Material for this exercise Block Start

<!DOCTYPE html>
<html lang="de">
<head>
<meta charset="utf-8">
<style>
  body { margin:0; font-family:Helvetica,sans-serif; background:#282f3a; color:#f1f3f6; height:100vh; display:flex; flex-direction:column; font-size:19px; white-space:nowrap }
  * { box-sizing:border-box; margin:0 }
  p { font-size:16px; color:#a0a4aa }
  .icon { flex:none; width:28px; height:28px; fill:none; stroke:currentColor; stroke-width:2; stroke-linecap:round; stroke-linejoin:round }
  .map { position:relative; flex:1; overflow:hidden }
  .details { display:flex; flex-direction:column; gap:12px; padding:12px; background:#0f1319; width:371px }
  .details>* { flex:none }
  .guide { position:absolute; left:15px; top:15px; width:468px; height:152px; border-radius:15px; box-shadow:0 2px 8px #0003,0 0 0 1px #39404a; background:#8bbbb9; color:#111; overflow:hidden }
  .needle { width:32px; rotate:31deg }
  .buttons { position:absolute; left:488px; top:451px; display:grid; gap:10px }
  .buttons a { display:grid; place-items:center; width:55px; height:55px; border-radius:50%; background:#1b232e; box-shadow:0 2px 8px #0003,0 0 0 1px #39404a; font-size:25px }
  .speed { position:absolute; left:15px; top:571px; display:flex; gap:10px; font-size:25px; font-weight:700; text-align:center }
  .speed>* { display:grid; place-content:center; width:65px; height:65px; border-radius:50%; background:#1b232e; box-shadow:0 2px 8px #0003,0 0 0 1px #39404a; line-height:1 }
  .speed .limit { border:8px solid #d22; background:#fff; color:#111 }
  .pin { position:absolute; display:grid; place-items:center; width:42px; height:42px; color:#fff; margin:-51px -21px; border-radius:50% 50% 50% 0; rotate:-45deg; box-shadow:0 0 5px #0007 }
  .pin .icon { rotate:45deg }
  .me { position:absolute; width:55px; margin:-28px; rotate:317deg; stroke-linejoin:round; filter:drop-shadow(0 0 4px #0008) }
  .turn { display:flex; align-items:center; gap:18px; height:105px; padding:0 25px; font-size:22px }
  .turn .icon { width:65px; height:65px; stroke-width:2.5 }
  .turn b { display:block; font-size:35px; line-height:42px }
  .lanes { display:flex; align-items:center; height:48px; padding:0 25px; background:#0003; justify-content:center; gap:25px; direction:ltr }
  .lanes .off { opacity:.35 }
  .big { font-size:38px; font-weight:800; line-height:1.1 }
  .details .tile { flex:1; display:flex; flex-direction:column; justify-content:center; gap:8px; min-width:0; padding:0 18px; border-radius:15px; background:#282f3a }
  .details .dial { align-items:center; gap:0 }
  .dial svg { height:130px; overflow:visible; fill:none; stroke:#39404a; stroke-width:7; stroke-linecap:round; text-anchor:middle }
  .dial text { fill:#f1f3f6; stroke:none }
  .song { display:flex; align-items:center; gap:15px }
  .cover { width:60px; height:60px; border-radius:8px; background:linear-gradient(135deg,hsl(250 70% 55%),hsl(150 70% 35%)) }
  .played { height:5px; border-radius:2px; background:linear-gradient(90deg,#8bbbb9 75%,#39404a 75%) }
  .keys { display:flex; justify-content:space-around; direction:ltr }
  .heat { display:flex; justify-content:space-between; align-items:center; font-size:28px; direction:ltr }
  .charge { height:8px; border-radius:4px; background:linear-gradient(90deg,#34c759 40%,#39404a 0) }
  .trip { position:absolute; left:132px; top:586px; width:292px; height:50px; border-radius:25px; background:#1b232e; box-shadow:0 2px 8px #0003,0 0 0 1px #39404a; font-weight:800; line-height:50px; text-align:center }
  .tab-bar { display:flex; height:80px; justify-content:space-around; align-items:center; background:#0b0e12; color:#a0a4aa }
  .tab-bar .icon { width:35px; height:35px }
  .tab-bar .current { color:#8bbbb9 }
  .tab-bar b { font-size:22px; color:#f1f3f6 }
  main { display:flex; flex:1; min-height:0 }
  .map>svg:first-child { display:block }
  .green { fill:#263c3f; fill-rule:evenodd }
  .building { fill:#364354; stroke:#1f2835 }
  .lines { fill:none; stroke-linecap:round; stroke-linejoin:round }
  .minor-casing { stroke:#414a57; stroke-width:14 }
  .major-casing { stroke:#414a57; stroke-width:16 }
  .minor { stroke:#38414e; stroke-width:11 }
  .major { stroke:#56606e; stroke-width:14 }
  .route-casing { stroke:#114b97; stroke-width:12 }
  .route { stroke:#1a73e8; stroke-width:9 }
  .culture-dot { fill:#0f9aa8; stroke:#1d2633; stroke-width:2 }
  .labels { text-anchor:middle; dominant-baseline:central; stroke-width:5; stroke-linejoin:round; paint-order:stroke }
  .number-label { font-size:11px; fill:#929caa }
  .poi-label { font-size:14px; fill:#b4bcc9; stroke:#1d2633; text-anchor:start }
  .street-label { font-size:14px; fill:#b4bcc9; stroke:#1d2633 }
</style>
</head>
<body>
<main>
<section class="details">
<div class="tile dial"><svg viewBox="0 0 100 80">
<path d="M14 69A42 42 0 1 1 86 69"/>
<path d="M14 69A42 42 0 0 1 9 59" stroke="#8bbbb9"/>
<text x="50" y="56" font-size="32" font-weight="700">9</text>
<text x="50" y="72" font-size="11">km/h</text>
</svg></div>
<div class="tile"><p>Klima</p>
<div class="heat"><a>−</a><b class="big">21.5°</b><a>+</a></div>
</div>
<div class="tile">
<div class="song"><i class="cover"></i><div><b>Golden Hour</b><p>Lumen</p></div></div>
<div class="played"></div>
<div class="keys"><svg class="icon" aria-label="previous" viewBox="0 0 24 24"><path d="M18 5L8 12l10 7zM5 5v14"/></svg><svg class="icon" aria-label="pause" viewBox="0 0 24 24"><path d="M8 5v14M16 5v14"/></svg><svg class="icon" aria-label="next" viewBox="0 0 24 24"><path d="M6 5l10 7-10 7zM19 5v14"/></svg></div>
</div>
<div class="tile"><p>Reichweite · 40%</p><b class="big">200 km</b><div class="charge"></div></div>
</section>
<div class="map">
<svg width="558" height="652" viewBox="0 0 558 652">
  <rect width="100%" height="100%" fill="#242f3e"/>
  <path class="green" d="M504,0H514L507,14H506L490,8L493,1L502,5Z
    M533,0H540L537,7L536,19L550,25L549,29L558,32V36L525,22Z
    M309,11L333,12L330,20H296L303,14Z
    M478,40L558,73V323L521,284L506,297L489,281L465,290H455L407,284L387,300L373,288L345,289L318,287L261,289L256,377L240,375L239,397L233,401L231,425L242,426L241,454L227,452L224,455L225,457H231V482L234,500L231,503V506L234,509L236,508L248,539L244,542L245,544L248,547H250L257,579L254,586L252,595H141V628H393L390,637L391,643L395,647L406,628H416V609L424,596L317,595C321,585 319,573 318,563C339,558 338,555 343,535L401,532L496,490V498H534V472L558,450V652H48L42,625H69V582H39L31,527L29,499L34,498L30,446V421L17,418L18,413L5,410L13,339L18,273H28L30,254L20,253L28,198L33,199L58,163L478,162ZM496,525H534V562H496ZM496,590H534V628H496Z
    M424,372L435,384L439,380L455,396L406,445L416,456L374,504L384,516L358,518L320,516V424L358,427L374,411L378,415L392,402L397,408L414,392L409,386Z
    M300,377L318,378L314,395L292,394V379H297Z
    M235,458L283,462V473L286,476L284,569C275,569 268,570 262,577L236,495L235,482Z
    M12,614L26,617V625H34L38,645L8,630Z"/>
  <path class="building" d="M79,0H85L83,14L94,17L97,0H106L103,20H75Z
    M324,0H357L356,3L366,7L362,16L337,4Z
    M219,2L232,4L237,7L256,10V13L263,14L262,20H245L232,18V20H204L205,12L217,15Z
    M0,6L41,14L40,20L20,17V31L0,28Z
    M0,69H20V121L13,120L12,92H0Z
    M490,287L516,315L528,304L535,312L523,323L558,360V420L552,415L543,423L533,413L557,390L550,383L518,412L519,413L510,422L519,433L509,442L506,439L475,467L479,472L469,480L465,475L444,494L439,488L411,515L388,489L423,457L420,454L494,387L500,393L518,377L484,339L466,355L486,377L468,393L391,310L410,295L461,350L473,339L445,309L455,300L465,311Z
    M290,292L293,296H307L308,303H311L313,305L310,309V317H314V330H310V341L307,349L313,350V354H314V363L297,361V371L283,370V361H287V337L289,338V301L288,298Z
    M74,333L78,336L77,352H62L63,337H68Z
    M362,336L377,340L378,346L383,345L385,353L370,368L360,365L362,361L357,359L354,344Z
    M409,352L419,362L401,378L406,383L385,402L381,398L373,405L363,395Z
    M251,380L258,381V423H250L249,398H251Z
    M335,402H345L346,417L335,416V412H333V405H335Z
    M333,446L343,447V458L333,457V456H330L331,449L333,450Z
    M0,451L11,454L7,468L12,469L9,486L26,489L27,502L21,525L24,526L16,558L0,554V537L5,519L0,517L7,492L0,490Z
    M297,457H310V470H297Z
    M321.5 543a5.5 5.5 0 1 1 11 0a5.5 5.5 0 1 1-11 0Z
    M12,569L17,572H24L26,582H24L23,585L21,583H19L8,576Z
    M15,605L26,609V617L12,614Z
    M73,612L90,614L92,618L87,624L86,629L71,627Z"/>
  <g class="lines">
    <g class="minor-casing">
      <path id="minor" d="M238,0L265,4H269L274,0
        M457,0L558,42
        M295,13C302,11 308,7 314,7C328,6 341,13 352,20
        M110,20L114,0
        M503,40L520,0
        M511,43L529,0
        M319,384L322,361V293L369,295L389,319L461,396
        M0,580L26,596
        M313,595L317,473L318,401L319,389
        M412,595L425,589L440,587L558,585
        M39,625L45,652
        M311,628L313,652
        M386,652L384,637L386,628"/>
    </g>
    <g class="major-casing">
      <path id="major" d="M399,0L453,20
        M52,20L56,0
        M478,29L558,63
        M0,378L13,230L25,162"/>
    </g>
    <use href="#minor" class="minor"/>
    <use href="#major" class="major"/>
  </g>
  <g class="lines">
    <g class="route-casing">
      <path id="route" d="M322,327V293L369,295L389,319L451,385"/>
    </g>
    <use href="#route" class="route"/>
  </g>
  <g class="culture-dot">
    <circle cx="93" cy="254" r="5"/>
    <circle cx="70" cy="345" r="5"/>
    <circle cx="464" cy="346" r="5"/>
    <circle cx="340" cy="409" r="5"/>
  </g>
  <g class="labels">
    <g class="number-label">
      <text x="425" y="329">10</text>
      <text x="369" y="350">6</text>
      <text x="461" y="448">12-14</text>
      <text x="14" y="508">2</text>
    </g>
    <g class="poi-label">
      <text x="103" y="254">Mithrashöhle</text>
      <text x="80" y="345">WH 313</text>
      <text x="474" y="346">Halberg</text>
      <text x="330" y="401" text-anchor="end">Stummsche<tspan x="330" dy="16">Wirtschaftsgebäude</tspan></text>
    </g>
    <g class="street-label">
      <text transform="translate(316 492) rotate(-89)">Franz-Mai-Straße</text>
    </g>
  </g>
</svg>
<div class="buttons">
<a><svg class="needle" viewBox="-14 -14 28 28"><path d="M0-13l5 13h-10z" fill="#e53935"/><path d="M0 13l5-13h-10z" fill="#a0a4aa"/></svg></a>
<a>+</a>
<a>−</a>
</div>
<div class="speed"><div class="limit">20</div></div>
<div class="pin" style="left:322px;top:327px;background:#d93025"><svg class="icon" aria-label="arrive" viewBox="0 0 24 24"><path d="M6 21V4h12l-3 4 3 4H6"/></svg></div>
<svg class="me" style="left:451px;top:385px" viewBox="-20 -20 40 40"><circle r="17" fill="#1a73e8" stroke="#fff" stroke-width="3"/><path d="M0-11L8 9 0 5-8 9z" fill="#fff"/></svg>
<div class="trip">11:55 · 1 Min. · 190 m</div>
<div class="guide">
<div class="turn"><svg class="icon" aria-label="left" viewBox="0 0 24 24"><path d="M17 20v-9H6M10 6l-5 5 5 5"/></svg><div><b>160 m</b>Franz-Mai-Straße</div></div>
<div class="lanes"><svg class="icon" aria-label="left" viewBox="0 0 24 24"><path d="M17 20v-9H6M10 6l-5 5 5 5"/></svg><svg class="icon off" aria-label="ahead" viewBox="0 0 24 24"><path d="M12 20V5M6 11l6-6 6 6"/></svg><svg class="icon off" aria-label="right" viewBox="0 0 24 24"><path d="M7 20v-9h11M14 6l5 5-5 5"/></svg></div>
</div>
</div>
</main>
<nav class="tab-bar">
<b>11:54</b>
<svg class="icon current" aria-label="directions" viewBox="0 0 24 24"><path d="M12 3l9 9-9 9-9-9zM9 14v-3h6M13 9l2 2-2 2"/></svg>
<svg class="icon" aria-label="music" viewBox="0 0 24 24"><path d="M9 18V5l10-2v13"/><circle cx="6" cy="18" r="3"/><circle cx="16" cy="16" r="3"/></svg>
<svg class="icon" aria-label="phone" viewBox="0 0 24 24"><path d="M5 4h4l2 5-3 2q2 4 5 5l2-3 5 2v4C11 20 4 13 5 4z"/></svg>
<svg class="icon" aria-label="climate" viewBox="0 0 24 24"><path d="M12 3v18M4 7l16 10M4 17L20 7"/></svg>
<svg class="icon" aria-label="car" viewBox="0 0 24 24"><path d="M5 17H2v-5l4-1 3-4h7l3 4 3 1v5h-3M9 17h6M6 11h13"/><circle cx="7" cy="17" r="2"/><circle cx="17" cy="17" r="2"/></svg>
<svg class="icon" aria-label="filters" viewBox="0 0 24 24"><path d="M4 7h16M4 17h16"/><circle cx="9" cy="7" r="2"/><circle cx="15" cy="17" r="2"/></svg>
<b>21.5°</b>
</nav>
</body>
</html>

Material for this exercise Block End

__Exercise details__
Return all lines of the material above in which "heat" occurs.

__Expected answer__
  .heat { display:flex; justify-content:space-between; align-items:center; font-size:28px; direction:ltr }
<div class="heat"><a>−</a><b class="big">21.5°</b><a>+</a></div>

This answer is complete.